Na barriga de cada um

IVONE ASSIS
O mundo vai se acostumando aos problemas, vai se encrustando neles e vice-versa, de modo a se homogeneizar. Com isso, as pessoas desabrigadas, os moradores de rua, os dependentes químicos, os famintos... e outros, vão sumindo do quadro de problemas sociais para comporem os cartões postais, sobretudo das grandes cidades. Então, quando surge um novo problema, este invade a atenção do mundo... o sistema suga o que dá para se beneficiar da situação e, quando este é incorporado pela sociedade, cai em esquecimento, para que se vá em busca de outro “atrativo”.

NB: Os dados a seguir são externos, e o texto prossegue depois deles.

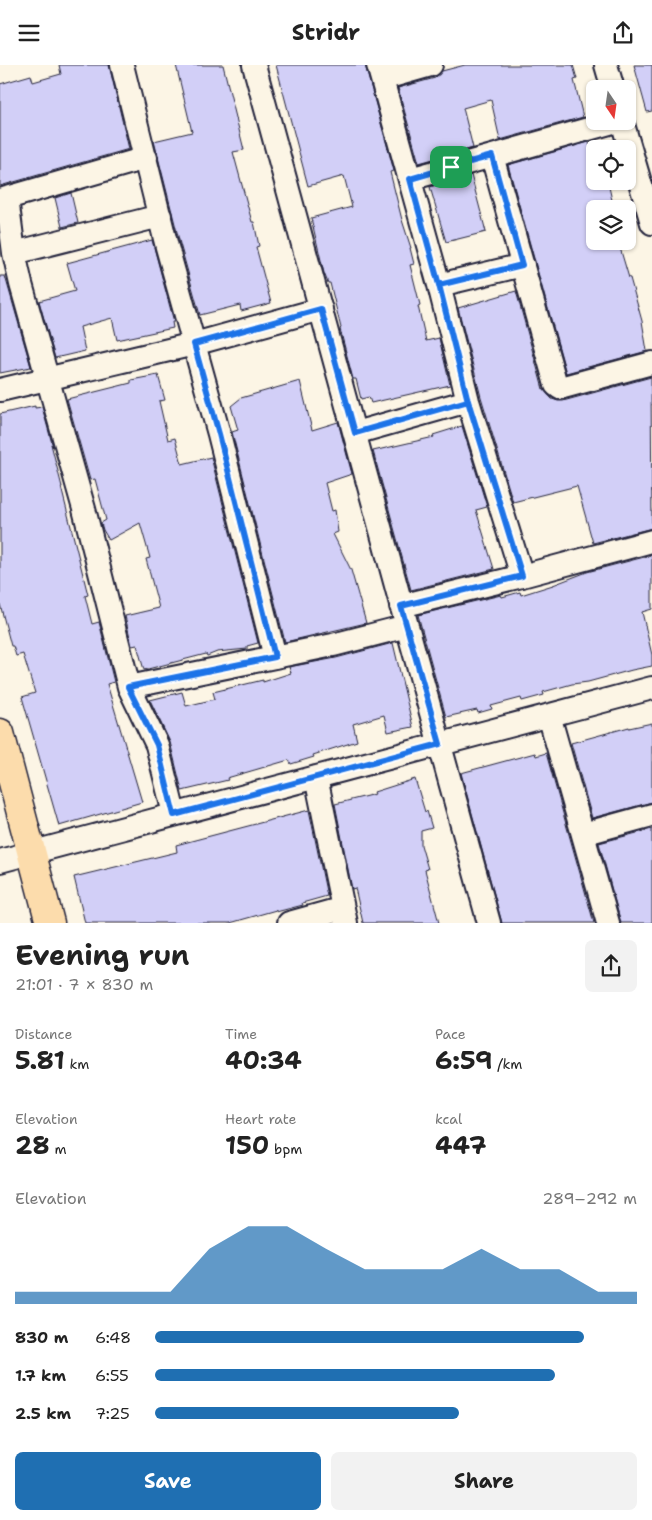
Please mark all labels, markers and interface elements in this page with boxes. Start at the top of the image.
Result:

Bill Gates, ao ser questionado pela CNN, se iria se juntar à corrida pelo domínio espacial, respondeu com sensatez, que tudo isso é muito bom, contudo, as pessoas ricas “Não podem ou não deveriam querer consumir tudo sozinhas", pois há problemas mais essenciais no momento, como a erradicação da malária e da tuberculose. E eu acrescento aqui, a necessidade da erradicação da fome. Pois, uma vez erradicadas essas “três” enfermidades, a humanidade estará vacinada contra possíveis novas pandemias. Melhor é priorizar o que está à nossa frente, pois, desde que a humanidade existe, a fome tem sido mera moeda de troca. 

Enquanto nos estarrecemos, diariamente, com o horror da Covid-19, esquecemo-nos de olhar para a fome, que é muito mais avassaladora. Segundo a plataforma de estatística worldometers, são mais de 859 milhões de pessoas desnutridas no mundo, e só neste 2022, mais de 780 mil pessoas perderam a vida em decorrência exclusiva da fome. Destas, somente nesta quarta-feira (26), mais de 11 pessoas deixaram de respirar, graças à avassaladora fome. Aliada a essa catástrofe, vem a falta de água potável, com um número estarrecedor. Parece loucura, mas a maior causa-morte que há no mundo é a pandemia chamada fome. Algo inconcebível, se observarmos o valor do fundo partidário de nosso país, a “guerra” espacial, a somatória dos salários e benesses dos governantes do mundo... e outras futilidades.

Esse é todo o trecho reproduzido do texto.